WASHINGTON – The so-called “fiscal cliff” was averted late Tuesday evening when the compromise Senate plan was approved by the House despite the opposition of most of the Republican members of the Louisiana delegation.
Although Louisiana’s two senators both voted for the deal early Tuesday with 87 other senators, the Republican House members from the state’s delegation expressed a lot more concern.
Reps. Bill Cassidy, R-Baton Rouge; Charles Boustany, R-Lafayette; Steve Scalise, R-Jefferson; Jeff Landry, R-New Iberia; and John Fleming, R-Minden, all voted against the plan.
Reps. Cedric Richmond, D-New Orleans, and Rodney Alexander, R-Quitman, backed the measure, as did Sens. Mary Landrieu, D-La., and David Vitter, R-La.
Cassidy said he voted against House Resolution 8 because the bill did not address the federal deficit and did not attempt to rein in or “preserve” Social Security, Medicare and Medicaid.
“We’ve done nothing for the other issues,” Cassidy said late Tuesday.
Alexander said he voted for HR8 because it makes permanent the tax cuts for more than 98 percent of Americans and includes other positives. “Not everyone can be happy with everything,” Alexander said of his willingness to compromise.
The compromise plan only increases taxes on households making more than $450,000 a year — although it is technically a tax cut for all but the wealthy because it occurred one day after falling off the cliff — but the agreement delays decisions on the debt ceiling and automatic spending cuts, called sequestration, for another two months.

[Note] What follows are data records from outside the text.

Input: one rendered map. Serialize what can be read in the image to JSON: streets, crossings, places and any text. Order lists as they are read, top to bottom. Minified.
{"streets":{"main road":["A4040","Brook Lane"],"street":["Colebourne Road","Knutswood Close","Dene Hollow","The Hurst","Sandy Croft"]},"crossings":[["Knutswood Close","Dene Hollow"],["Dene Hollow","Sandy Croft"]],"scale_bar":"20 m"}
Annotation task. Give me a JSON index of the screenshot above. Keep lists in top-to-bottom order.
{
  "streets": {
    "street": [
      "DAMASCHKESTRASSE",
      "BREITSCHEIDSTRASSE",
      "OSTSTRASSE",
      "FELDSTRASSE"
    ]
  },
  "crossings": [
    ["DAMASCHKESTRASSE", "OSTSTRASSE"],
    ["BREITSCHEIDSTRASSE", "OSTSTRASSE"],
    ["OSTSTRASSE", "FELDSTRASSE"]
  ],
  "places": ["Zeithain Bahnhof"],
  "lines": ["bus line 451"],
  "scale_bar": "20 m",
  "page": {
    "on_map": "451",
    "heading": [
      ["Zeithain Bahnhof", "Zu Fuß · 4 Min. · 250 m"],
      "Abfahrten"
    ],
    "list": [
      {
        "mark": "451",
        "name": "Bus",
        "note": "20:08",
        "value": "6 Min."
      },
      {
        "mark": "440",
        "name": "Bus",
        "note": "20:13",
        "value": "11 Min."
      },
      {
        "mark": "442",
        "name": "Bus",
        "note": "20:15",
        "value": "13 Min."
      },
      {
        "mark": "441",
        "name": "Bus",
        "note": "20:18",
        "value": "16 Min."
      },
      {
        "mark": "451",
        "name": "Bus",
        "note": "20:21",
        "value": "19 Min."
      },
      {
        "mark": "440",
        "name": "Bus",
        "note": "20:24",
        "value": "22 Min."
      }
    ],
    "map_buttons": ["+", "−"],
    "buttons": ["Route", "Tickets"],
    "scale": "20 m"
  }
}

The Republican House leadership debated whether to attempt to amend more budget cuts into the bill. Such attempts were never called because of a lack of support as they were considered potential deal breakers for the Senate.
“I don’t think America is in that mood right now,” Fleming said. “I think they’d rather see an imperfect bill passed than see it made a little better.”
Scalise, who will soon chair the conservative Republican Study Committee, argued earlier Tuesday afternoon though that there was “pretty broad support” in the House to amend the bill to add in more cuts.
Despite the concerns from House Republicans, Vitter and Landrieu were among the 89 senators voting for the compromise bill after 2 a.m. Tuesday.
The compromise plan would extend several tax credits and unemployment benefits, but both Republicans and Democrats are agreeing to let the payroll tax cut to expire. The agreement also would patch the Alternative Minimum Tax and increase estate taxes only for higher value properties. The bill also extends the federal farm bill to avert the so-called “milk cliff.”
“This is a much better tax outcome under Obama than I would have guessed,” Vitter said in an email response just prior to 3 a.m. Tuesday. “It preserves the Bush tax cuts for 99 percent of Americans, with good policy on the death tax, dividends and capital gains, so important to small business.
“Just as importantly, it makes it all permanent, which we could never do before,” Vitter added. “But of course we still must pass real and dramatic spending reform. For me, that’s a non-negotiable requirement of all budget or debt limit bills, due around March 1.”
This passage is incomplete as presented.